= Action item =
After the line containing "0 #6d523b) drop-shadow(-2px", write nothing more; before it, reproduce every line of the material below exactly, starting with the first.

»»

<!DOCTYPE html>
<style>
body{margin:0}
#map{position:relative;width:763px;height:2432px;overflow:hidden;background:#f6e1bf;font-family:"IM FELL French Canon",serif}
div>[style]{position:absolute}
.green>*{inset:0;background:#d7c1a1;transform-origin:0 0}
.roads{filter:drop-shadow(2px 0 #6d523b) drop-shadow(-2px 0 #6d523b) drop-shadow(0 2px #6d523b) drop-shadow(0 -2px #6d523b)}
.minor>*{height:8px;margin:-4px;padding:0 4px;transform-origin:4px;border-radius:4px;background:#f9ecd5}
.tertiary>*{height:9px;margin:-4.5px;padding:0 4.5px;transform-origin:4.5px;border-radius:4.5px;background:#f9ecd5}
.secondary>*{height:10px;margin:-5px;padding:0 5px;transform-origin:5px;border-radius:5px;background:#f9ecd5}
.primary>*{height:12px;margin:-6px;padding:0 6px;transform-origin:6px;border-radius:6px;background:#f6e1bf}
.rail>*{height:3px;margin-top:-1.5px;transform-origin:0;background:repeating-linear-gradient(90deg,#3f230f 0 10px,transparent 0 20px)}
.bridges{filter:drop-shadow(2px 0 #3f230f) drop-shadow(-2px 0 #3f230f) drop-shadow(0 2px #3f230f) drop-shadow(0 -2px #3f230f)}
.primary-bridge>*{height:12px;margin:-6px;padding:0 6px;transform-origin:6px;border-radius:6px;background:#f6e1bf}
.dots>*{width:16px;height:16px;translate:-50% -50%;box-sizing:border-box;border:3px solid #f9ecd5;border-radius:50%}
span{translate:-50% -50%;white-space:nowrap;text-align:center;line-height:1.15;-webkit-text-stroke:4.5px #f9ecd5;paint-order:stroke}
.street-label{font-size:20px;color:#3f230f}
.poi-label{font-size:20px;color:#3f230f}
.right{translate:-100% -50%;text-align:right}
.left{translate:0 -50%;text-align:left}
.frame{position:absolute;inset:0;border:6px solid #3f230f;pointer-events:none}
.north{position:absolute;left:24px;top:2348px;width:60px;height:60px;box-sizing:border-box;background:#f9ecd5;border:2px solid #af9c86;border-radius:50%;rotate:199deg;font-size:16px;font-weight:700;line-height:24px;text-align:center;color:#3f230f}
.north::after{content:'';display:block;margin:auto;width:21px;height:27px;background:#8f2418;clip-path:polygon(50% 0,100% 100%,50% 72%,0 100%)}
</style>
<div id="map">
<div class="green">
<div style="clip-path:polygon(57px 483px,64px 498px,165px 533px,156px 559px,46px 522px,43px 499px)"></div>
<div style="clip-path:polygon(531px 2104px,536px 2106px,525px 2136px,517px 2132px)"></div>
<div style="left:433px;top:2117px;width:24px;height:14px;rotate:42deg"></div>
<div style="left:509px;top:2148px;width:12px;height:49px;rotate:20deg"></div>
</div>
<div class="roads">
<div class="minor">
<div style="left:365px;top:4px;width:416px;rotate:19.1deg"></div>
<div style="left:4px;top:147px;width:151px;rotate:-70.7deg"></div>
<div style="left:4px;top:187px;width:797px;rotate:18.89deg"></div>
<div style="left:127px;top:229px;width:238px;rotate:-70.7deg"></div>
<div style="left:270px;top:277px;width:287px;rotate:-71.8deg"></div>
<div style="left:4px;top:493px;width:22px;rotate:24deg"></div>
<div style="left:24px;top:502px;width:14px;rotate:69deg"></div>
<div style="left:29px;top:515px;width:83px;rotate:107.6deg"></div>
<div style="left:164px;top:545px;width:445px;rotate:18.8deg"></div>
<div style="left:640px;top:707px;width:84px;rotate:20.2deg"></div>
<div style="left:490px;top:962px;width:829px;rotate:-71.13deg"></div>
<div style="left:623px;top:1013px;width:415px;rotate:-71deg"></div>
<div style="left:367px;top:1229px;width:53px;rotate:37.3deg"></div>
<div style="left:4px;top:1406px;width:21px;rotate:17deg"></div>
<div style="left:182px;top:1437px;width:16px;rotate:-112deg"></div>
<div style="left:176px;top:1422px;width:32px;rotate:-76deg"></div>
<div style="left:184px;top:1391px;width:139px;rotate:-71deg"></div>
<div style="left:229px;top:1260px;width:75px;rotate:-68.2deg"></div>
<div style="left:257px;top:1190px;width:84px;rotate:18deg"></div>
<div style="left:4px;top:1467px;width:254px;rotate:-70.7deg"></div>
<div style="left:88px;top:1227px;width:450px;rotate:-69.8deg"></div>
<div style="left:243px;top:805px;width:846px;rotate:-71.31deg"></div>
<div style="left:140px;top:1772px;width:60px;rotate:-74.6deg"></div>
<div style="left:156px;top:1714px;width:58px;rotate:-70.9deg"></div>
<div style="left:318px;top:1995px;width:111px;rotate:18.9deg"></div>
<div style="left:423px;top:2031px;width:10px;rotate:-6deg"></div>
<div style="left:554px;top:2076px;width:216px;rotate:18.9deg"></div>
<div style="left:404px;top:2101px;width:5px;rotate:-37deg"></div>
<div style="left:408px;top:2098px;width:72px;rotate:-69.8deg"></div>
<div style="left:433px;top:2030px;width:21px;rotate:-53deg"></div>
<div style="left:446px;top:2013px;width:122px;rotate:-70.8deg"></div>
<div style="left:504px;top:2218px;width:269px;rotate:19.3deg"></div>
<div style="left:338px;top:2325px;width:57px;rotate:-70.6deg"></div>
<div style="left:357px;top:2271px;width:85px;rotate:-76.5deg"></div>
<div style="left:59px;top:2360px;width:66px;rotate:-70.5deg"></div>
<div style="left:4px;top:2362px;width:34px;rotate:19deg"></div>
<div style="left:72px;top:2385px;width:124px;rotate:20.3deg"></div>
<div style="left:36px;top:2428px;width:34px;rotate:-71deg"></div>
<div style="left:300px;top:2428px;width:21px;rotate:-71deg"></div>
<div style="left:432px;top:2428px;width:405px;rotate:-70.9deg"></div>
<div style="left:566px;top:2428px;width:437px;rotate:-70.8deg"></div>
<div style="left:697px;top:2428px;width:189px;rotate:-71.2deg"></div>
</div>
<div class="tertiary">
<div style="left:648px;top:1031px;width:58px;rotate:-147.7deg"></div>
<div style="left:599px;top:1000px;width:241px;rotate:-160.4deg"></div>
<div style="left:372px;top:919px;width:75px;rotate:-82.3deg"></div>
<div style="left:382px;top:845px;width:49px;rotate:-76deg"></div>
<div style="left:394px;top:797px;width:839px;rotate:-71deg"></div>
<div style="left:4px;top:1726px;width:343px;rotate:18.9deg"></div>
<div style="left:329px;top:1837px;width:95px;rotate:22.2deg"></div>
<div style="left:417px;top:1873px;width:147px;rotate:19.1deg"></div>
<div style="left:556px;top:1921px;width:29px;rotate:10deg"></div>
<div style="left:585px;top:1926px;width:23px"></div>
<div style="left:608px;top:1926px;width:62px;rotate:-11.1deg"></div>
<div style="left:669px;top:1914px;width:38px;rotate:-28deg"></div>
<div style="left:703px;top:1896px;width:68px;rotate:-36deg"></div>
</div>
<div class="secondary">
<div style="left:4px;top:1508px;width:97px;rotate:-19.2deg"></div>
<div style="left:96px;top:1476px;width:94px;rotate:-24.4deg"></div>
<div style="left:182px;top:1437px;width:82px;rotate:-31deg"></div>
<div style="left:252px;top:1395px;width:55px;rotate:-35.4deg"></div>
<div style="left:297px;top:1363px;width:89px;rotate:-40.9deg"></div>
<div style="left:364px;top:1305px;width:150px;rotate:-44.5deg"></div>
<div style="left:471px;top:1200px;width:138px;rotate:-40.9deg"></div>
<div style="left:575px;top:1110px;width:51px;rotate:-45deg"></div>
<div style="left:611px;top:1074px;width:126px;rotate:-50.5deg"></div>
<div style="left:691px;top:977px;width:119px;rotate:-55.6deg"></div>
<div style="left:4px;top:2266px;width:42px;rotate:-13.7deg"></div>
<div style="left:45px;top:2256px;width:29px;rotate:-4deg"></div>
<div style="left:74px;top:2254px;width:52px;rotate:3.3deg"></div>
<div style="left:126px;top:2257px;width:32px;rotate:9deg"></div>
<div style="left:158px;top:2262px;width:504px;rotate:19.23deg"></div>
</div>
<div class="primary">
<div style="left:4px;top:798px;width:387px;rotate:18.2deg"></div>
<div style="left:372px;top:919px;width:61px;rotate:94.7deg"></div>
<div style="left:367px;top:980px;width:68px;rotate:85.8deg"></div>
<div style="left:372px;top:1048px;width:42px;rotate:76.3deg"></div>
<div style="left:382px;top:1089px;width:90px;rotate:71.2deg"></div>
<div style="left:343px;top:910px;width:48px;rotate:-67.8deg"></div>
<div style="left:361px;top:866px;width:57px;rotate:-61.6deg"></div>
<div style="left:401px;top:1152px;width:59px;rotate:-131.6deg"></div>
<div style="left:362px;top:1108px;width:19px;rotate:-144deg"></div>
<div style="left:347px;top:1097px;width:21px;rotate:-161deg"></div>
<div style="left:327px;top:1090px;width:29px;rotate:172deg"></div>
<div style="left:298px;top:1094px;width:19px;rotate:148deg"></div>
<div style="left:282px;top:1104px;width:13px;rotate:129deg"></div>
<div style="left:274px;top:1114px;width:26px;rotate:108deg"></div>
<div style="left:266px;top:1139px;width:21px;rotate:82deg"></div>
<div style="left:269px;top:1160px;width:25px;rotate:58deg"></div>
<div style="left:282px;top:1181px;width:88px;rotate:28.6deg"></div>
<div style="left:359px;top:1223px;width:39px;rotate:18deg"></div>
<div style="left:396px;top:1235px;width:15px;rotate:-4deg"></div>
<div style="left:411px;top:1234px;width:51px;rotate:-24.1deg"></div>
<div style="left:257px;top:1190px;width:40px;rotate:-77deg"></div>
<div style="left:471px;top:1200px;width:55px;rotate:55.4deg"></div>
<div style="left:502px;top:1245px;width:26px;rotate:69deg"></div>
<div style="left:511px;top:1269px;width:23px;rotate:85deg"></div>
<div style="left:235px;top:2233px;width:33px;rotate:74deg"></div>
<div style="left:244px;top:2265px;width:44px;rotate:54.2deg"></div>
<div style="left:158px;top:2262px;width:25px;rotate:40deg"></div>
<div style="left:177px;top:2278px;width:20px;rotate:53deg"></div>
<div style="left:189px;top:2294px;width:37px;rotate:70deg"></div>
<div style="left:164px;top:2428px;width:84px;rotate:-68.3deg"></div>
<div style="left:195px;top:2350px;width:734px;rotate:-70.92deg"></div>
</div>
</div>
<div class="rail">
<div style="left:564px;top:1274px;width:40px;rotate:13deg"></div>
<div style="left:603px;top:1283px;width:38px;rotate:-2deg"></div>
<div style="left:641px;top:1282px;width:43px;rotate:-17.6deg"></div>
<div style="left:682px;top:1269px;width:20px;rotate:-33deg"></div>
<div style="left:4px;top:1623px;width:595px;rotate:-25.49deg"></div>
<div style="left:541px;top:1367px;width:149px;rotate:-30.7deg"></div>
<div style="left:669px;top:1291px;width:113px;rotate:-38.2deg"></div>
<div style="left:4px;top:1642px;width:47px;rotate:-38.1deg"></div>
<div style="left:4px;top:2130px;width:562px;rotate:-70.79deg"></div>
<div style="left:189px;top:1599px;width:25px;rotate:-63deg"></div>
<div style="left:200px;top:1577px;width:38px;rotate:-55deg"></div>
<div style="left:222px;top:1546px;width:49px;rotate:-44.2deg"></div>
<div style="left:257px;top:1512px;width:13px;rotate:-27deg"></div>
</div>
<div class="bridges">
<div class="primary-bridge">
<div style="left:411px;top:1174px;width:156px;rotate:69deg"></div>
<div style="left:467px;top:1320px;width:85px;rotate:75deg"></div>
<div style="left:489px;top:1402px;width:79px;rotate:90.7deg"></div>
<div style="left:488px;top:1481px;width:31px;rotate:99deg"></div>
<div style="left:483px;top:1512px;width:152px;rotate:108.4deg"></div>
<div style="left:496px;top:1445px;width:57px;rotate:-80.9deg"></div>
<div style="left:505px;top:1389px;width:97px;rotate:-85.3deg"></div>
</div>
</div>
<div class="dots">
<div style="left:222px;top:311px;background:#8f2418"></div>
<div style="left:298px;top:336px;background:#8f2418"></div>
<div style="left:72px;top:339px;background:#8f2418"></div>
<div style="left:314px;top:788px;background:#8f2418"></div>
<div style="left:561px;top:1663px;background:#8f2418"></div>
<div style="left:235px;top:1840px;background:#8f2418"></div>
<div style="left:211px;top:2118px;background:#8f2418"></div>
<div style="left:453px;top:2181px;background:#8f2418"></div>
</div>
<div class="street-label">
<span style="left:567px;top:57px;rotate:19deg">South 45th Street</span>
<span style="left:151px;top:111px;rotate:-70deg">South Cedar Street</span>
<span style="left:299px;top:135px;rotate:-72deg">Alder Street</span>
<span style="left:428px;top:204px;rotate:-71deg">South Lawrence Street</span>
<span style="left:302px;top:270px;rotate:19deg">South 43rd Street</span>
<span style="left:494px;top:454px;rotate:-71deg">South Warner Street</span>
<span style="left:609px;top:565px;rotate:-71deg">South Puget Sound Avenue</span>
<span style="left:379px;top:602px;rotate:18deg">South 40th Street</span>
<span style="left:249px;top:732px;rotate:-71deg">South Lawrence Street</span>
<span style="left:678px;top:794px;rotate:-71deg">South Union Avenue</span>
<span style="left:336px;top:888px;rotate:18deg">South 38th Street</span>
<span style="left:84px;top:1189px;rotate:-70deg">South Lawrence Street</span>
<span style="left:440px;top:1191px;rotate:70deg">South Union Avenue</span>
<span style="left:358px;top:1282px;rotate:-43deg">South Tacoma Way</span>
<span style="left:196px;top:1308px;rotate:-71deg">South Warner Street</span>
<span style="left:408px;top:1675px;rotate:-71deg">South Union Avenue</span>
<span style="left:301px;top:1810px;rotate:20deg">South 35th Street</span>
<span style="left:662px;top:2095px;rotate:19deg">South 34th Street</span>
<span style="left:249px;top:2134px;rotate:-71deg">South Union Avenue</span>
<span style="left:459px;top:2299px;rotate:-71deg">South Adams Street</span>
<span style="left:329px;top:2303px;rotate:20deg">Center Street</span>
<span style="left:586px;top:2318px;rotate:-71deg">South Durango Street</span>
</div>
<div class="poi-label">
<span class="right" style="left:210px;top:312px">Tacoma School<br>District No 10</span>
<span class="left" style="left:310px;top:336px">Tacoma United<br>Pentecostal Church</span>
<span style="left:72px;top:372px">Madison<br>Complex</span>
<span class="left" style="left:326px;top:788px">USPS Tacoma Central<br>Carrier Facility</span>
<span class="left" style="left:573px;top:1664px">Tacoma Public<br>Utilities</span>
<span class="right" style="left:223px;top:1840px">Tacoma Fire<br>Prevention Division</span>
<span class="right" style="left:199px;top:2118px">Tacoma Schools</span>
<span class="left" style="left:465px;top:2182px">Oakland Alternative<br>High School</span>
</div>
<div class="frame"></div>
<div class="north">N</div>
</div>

««

= Exercise answer =
<!DOCTYPE html>
<style>
body{margin:0}
#map{position:relative;width:763px;height:2432px;overflow:hidden;background:#f6e1bf;font-family:"IM FELL French Canon",serif}
div>[style]{position:absolute}
.green>*{inset:0;background:#d7c1a1;transform-origin:0 0}
.roads{filter:drop-shadow(2px 0 #6d523b) drop-shadow(-2px 0 #6d523b) drop-shadow(0 2px #6d523b) drop-shadow(0 -2px #6d523b)}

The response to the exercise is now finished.